| Data for this task |
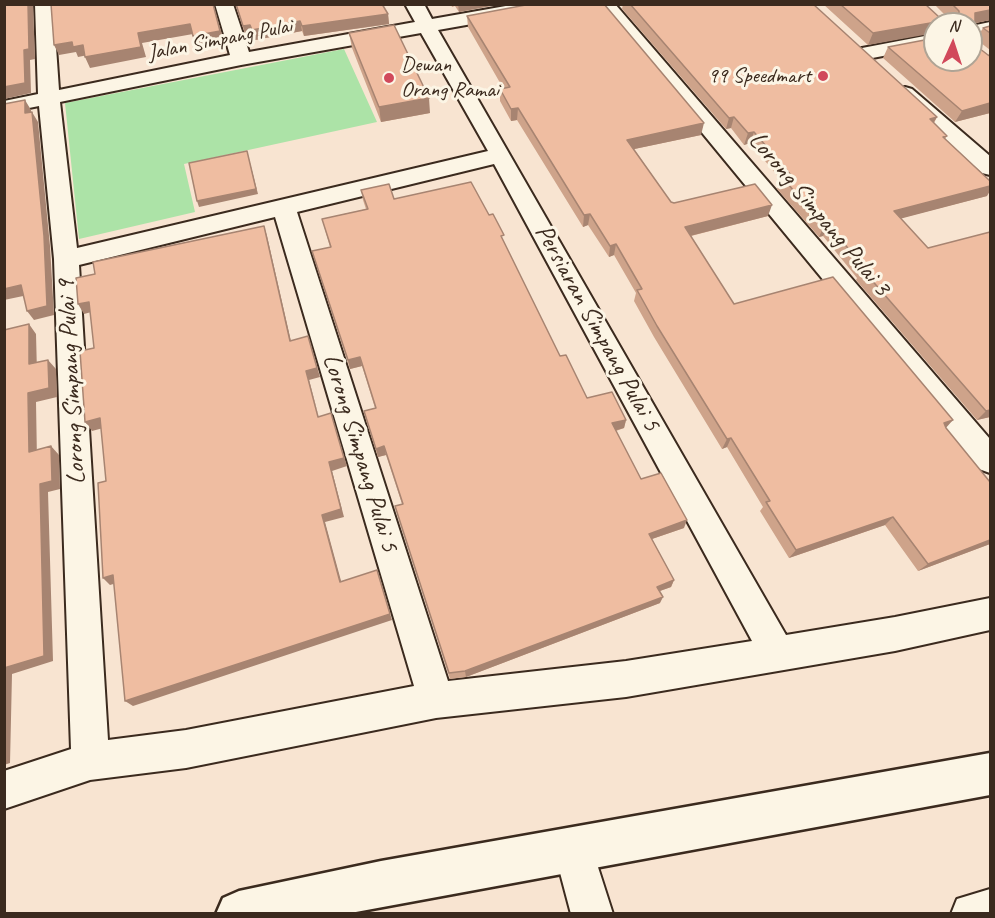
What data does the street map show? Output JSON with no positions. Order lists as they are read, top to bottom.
{
  "streets": {
    "street": [
      "Jalan Simpang Pulai",
      "Lorong Simpang Pulai 3",
      "Persiaran Simpang Pulai 5",
      "Lorong Simpang Pulai 9",
      "Lorong Simpang Pulai 5"
    ]
  },
  "crossings": [
    ["Jalan Simpang Pulai", "Persiaran Simpang Pulai 5"],
    ["Jalan Simpang Pulai", "Lorong Simpang Pulai 9"]
  ],
  "places": ["99 Speedmart", "Dewan Orang Ramai"],
  "north": "top"
}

| Problem details |
The pictures in the entries above should be left out; all else must be copied exactly.

| Result |
What data does the street map show? Output JSON with no positions. Order lists as they are read, top to bottom.
{
  "streets": {
    "street": [
      "Jalan Simpang Pulai",
      "Lorong Simpang Pulai 3",
      "Persiaran Simpang Pulai 5",
      "Lorong Simpang Pulai 9",
      "Lorong Simpang Pulai 5"
    ]
  },
  "crossings": [
    ["Jalan Simpang Pulai", "Persiaran Simpang Pulai 5"],
    ["Jalan Simpang Pulai", "Lorong Simpang Pulai 9"]
  ],
  "places": ["99 Speedmart", "Dewan Orang Ramai"],
  "north": "top"
}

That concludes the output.